Dans la coopérative de Tamaynat, à quelques kilomètres d'Agadir, c'est Rachid Oudray, qui se charge de transmettre les connaissances. «Cela passe par une participation très active des femmes. Et nous insistons dans nos projets sur des notions qui pourront être immédiatement utilisables par les femmes afin de les rendre plus autonomes dans leur coopérative. Leur apprendre à passer des commandes, par exemple». Un vaste mais indispensable chantier. «Pour vendre nos produits à l'exportation», analyse Mme Bouchra, directrice de l'unité de Tiout, « nous devons répondre à une norme de qualité précise. Or, pour que chacun comprenne cet impératif, il est indispensable de former et d’éduquer».





L’arganier, un arbre en danger

Et cela marche. Zoubida Charrouf est sans doute l'une des observatrices les plus avisées. «On note une réelle amélioration de leur situation socio-économique et une reconnaissance de la communauté dans laquelle elles vivent. Sans oublier, sa promotion par les diverses activités de formation». Un formidable pari que Fatima, Zira et les autres sont en train de gagner. Avec cependant un dernier défi de taille à relever. Le sauvetage de l'arganier. Rien de moins. D'autant plus, lorsqu'on sait que cet arbre constitue dans cette région le dernier rempart à l'avancée du désert ... «Pour les femmes berbères, cet arbre constitue un don de Dieu, relate Khadija Ibn Lkadi. Et il ne leur est pas venu à l'esprit que l'arbre était en danger». Pourtant, près de 600 hectares d'arganeraie disparaissent chaque année. «La valorisation économique de l'arganier par le biais de ses produits peut constituer un moyen de relancer une foresterie rurale», espère Zoubida Charrouf. «Il est encore trop tôt pour dire que le tout le monde commence à planter des arganiers, mais des indicateurs montrent au moins que l'on est sur la bonne voie», poursuit Zoubida. «Des ONG locales recrutent des gardiens pour éviter la divagation des animaux dans les arganeraies. Et surtout, le nombre de plantes produites dans les pépinières augmente de façon exponentielle». Un point noir persiste. «La mortalité des plants dépasse encore 80 %. Cela freine les initiatives».
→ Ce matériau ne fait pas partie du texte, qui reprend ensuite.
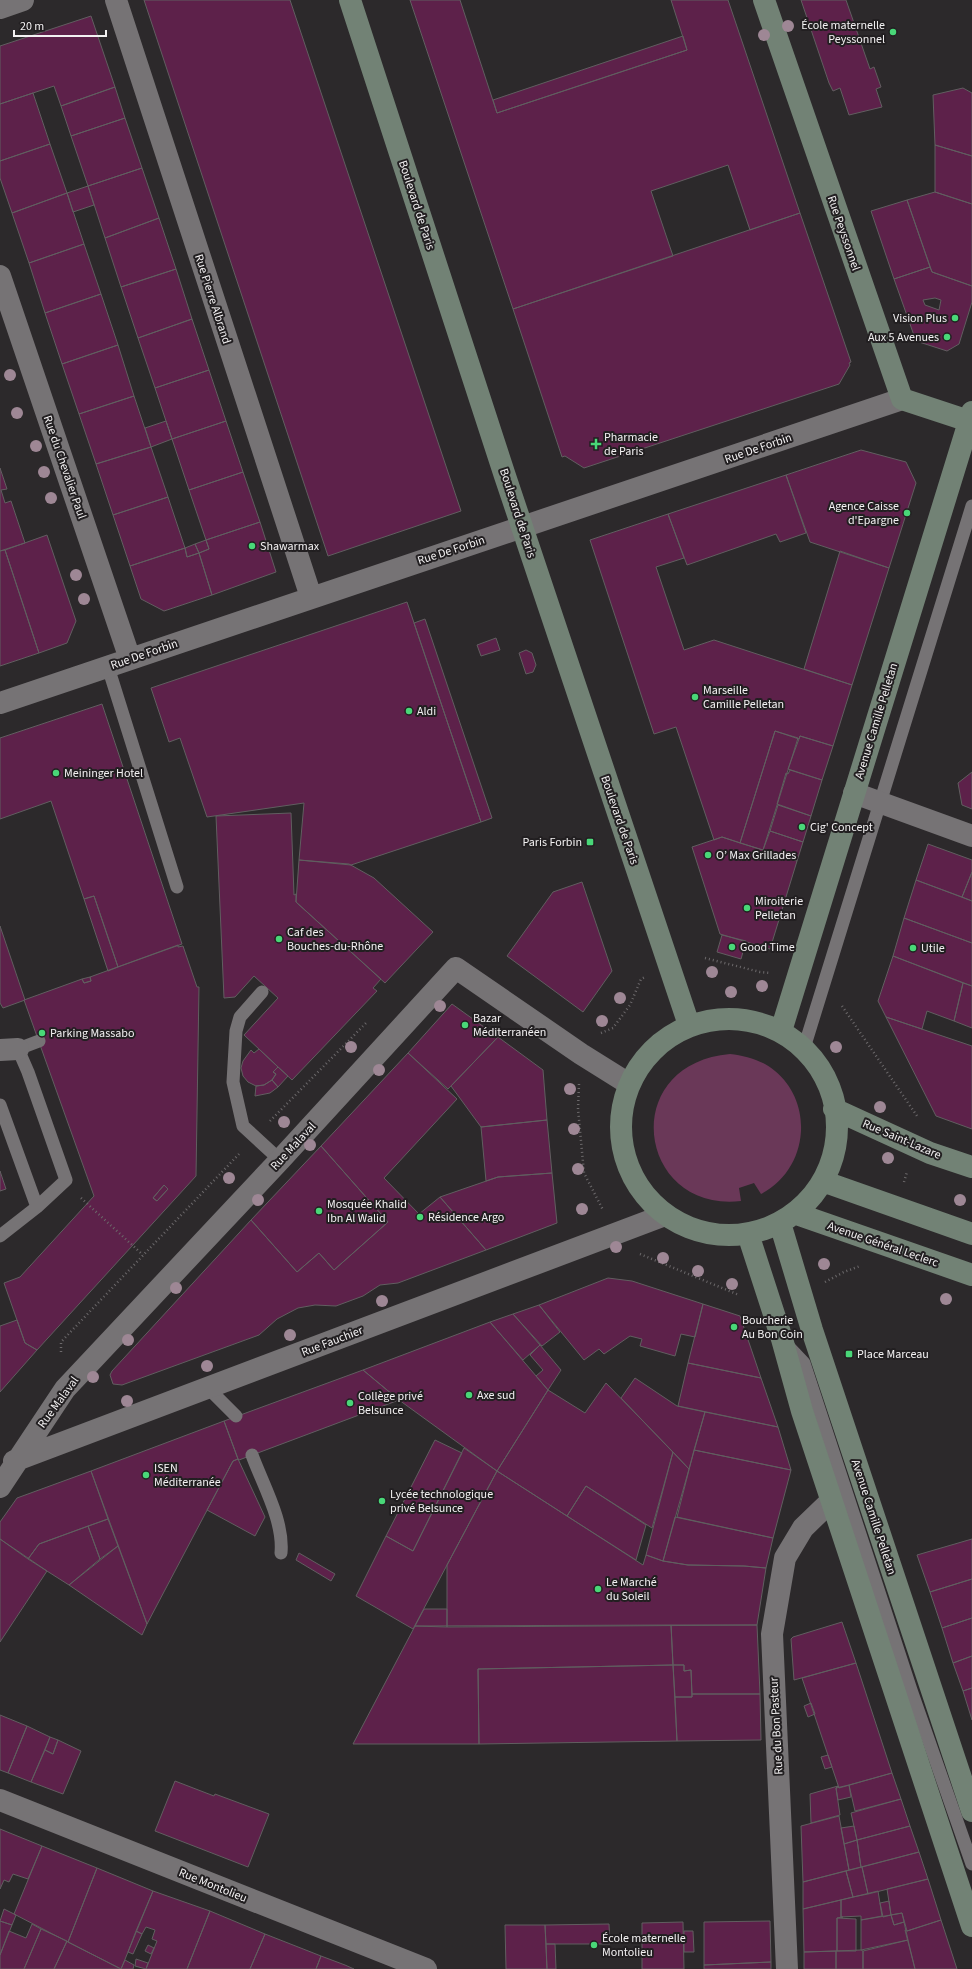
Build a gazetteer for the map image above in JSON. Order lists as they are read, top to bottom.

Cependant, au Maroc, tout le monde semble avoir pris conscience de l'intérêt de préserver cet arbre original, comme en témoigne la récente création d'une Fondation Mohamed VI pour la sauvegarde de l'arganier. Scientifiques, responsables des eaux et forêts, administrations, représentants des coopératives font désormais bloc. Pour qu'en France, au Japon, aux Etats-Unis, cette huile d'argan continue à révéler les saveurs. Pour qu'au Grand Véfour, Guy Martin continue à l'évoquer avec poésie. « Je suis sensible à ces femmes qui récoltent, à ces femmes qui perpétuent la tradition. Ces mêmes gestes qui ont été accomplis par leurs mères, par leurs grands-mères. Dans notre société où tout va très vite, s'attacher à des gestes, à des repères ... L 'huile, mon huile, celle qui vient de la région d'Essaouira (coopératives Argania), je la mets dans plein de recettes, pour une simple vinaigrette, dans un jus de poisson, au pinceau sur un dessert, ou quelques gouttes dans un sorbet» La recette du bonheur en quelque sorte.